Os amigos, o mar e eu



Férias sempre foram terríveis para mim,  desde os tempos em que ainda mijava na cama e andava de tamancos e meia, em dia de geada grossa. Quando chegava janeiro, todos viajavam, saíam para visitar parentes, passarem o verão na praia e coisas do gênero, e eu ficava sozinho. Não tínhamos casa na praia, e não éramos convidados para passar o verão com os parentes que as possuíam. E eu ficava lá sozinho, jogando bola comigo mesmo, escavando barrancos e imaginando estar construindo um refugio para defender o mundo de invasões alienígenas ou dos russos, pois eu fazia parte de um importante comando interestelar de super heróis, que tinha como missão defender o planeta. Ou a vila onde morava. Isso eu fazia muito bem, era confiável aos meus superiores, fossem eles quem fossem. Anoitecia, e eu estava lá vestido a caráter: toalha de saco de açúcar nas costas, máscara do zorro, espada de madeira, funda municiada com grande estoque que pedrinhas selecionadas a dedo, e um lanche para suportar a longa noite de ronda, que começava ao anoitecer e encerrava tarde da noite, algo como vinte e uma horas.  Eu não usava relógio, mas tinha um sistema de alarme instalado na voz poderosa da Maria Elisa, que berrava aos fortes pulmões, invocando pelo meu nome. Eu ficava incomodado, pois todo o quarteirão ficava sabendo que eu estava de plantão atrás das pedras, guarnecendo as galáxias. Tudo isso com uma funda, uma espada de madeira, pão com chimia de cana, o doce dos pobres, e a máscara do zorro, porque era fácil e barata de fazer. Sozinho, porque meus amigos tinham que acompanhar a família rumo às praias.
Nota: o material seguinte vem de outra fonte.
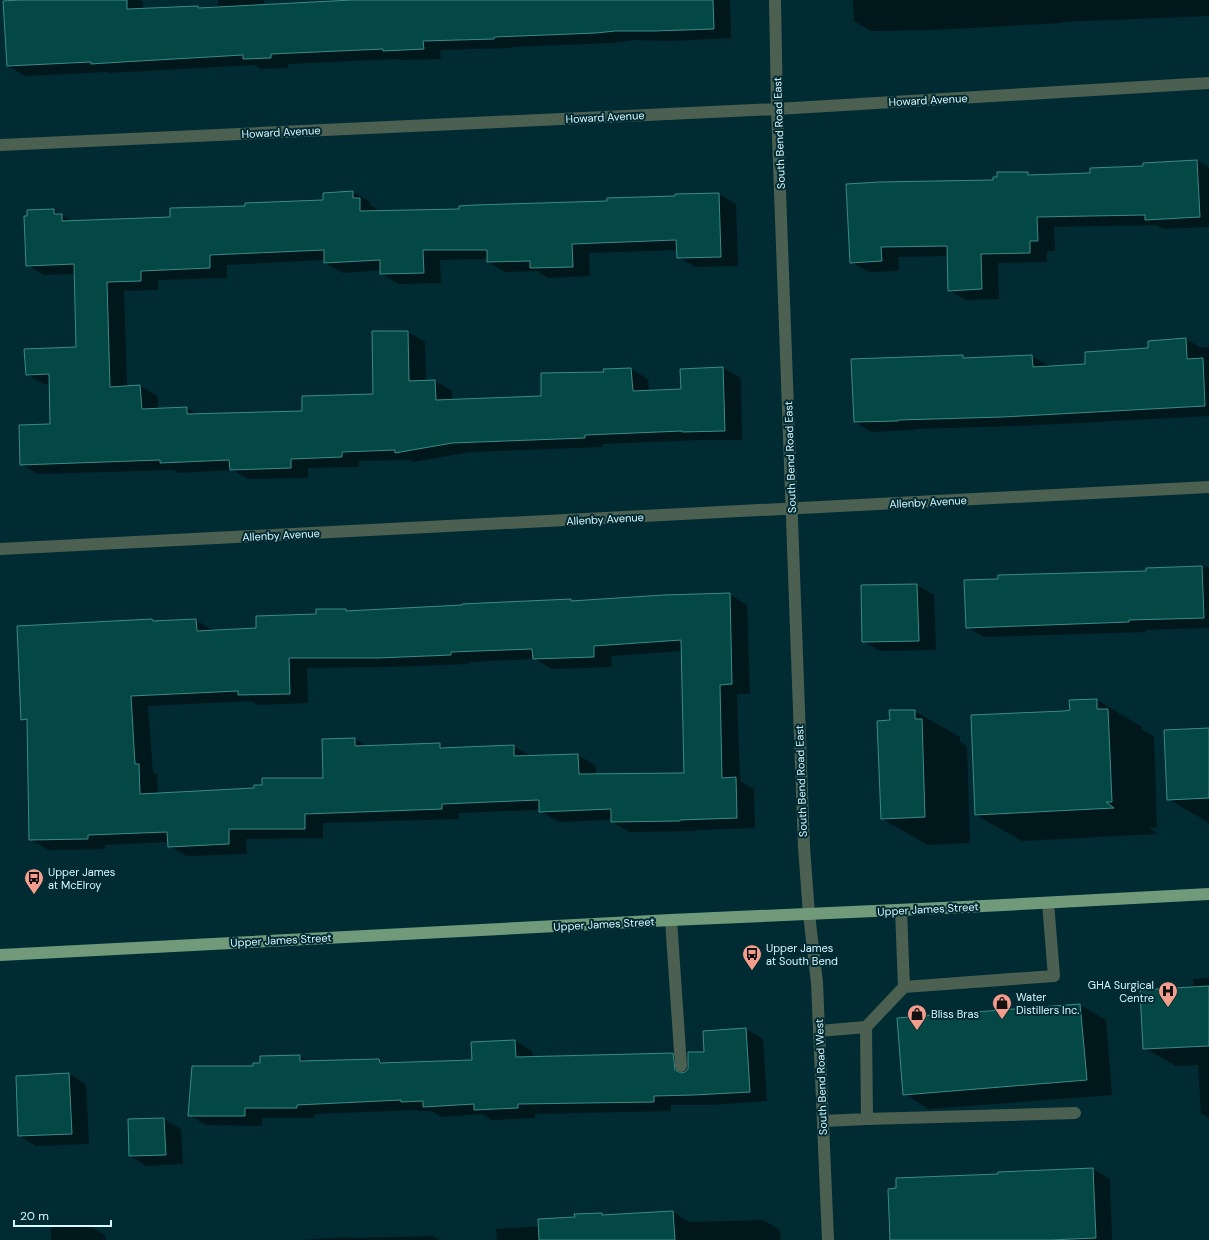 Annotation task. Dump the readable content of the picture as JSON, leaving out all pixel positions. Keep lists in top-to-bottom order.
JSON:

Hoje eu não uso mais máscara do Zorro. Depois que George Hamilton fez aquele Zorro que usava chapéu lilás cheio de franjas, e costurava vestidos para matronas da sociedade mexicana, reavaliei melhor meus personagens.  Meus heróis atuais tem olhinhos que fazem com que meus velhos olhos cansados voltem a brilhar e aceleram meu coração quando ouço seus gritinhos marotos e seus pezinhos lépidos correndo pelo apartamento fazendo traquinagens. Hoje eu não fico mais sozinho pelo fato dos meus amigos passarem o verão na praia. Dei a volta e vinguei-me deste abandono. Então, se era a praia quem me afastava de meus amigos, passei uma rasteira na vida (ou tomei uma rasteira dela, ainda não decidi isso), e revesti-me de mar e areia: vim morar em uma ilha, com quarenta e duas praias. A ironia disso é que, pelo trauma de não ter amigos por perto por culpa do mar na minha infância, hoje eu não gosto de praia. Não vivo na praia, apesar de ver o mar todos os dias, pois moro pertinho de uma avenida à beira do mar. Mas estranho. Muito estranho, pois quanto mais eu vejo o mar, mais saudade eu sinto dos meus amigos que ficaram nas minhas lembranças. Eu vim morar perto do mar, busco então ser feliz por isso, enquanto eles se tornam mais felizes quando conseguem dez dias por ano para salgarem o couro no primeiro braço de mar que encontram. E depois, voltam para o cotidiano e o repetitivo do qual fogem para o lugar onde verdadeiramente são felizes (muitos nem sabem disso), porque tem um cotidiano por seguir, uma história por construir, um livro de lembranças por escrever. 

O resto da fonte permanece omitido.